• **Entries taken from a collection**
******************************
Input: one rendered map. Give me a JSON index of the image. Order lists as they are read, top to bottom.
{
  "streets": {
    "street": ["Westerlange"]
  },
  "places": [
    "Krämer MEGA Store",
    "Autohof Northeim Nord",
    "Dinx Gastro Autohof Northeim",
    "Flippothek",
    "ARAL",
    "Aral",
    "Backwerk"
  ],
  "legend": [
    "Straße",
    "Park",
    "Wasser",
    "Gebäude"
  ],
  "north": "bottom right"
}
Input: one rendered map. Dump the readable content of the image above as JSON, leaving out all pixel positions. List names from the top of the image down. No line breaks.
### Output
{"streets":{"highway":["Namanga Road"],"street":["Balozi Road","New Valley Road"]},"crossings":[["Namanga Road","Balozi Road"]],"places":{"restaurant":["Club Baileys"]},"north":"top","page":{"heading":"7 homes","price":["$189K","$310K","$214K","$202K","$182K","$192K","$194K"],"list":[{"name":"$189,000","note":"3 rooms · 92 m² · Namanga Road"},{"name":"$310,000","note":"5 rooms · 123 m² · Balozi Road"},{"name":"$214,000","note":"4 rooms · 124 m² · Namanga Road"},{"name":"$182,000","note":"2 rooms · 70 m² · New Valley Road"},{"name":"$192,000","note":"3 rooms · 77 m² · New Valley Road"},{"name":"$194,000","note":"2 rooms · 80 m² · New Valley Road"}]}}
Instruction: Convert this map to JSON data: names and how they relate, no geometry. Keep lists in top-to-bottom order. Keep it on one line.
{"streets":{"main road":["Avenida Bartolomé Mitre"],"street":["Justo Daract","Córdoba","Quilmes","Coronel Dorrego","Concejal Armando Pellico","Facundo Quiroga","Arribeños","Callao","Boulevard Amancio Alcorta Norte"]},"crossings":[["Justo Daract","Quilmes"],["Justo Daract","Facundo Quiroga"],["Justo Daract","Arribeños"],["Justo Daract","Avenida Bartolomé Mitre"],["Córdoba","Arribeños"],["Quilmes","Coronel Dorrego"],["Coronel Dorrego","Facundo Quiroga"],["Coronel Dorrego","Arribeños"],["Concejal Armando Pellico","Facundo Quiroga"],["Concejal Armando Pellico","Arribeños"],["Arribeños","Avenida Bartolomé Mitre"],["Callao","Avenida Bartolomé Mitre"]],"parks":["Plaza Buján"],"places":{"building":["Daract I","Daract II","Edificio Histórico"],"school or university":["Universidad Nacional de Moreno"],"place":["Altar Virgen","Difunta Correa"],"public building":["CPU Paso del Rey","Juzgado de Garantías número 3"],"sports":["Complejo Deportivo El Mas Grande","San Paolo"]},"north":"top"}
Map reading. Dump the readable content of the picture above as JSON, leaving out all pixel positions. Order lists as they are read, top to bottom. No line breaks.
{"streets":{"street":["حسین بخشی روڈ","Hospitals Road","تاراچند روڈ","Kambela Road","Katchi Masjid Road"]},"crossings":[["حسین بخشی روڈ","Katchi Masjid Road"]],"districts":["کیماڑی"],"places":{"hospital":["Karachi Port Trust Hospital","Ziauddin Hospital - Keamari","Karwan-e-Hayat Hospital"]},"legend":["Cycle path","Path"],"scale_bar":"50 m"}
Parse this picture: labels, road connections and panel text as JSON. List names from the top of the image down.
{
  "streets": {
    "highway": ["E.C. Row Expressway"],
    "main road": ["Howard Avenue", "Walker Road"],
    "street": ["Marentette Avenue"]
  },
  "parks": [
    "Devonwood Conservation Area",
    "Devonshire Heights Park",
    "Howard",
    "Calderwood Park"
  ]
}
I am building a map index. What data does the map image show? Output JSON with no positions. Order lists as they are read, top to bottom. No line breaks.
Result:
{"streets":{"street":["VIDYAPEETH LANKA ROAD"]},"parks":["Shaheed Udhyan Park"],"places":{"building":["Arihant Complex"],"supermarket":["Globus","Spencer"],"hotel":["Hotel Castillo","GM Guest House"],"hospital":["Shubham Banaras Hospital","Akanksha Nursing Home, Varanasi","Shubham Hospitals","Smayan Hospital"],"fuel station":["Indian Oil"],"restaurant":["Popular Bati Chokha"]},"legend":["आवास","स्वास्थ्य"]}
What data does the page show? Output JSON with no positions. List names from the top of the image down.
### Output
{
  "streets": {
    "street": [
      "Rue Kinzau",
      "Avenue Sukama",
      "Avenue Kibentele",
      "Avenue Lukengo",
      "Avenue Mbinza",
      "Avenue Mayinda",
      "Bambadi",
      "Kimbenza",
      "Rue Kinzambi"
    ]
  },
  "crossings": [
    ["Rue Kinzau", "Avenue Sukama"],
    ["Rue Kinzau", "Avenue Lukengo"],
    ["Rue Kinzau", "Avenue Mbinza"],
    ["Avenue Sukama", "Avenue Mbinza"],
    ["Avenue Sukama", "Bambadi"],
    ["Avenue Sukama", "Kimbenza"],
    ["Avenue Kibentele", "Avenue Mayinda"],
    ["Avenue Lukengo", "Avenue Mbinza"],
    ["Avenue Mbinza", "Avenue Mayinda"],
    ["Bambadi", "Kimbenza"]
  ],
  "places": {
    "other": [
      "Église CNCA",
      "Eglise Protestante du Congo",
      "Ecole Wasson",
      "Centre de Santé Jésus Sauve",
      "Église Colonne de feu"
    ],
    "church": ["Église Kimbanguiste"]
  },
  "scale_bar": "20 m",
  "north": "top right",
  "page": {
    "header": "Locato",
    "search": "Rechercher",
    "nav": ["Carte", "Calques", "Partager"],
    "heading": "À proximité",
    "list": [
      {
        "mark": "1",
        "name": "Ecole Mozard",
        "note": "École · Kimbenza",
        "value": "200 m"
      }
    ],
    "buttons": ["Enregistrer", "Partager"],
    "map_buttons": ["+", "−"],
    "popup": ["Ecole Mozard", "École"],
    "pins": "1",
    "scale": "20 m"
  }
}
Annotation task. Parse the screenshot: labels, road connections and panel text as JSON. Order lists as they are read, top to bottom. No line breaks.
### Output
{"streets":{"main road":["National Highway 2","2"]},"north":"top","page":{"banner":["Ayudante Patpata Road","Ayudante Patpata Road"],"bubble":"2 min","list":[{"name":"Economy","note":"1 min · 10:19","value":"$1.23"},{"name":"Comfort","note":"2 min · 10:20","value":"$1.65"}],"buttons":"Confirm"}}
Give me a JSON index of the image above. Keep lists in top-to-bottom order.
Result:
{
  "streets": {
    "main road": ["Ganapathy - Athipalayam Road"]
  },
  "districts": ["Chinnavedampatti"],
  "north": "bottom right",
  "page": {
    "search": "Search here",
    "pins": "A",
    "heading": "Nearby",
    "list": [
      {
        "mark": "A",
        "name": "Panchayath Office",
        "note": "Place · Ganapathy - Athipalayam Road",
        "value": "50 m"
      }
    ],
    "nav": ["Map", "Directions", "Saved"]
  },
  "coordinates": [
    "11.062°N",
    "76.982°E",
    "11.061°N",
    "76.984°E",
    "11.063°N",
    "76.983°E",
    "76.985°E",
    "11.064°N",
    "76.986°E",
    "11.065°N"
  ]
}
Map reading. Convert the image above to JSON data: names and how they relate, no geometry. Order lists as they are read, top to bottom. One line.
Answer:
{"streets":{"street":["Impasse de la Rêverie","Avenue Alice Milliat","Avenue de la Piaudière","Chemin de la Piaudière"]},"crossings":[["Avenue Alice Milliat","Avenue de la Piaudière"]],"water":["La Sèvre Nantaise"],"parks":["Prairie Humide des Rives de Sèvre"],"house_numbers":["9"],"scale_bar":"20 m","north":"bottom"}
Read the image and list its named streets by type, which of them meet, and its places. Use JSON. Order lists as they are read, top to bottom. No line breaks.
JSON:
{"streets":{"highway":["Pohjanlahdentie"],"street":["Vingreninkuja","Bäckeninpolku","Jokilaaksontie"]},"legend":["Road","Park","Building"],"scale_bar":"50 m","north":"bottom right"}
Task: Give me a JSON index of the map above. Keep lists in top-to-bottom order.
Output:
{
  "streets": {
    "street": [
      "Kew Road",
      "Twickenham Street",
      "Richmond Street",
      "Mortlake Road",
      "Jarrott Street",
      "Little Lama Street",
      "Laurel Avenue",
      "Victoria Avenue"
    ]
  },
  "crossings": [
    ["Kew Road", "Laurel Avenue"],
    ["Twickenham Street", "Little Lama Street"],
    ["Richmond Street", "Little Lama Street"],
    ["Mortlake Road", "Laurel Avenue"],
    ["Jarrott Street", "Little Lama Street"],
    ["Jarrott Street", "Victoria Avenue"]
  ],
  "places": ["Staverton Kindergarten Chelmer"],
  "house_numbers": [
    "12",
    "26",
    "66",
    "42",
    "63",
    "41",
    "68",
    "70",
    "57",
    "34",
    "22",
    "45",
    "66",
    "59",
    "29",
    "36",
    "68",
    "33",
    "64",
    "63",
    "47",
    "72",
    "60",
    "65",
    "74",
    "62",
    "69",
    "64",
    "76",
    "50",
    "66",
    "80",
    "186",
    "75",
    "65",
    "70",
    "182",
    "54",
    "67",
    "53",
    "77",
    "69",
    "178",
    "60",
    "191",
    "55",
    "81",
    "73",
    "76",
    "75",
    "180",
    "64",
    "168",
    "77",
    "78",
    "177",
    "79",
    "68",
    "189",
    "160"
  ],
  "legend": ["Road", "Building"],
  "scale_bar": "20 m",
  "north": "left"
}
******************************
• **Exercise description**
Find the lines that mention "with" in the entries and show them.

• **Exercise answer**
I am building a map index. What data does the map image show? Output JSON with no positions. Order lists as they are read, top to bottom. No line breaks.
What data does the page show? Output JSON with no positions. List names from the top of the image down.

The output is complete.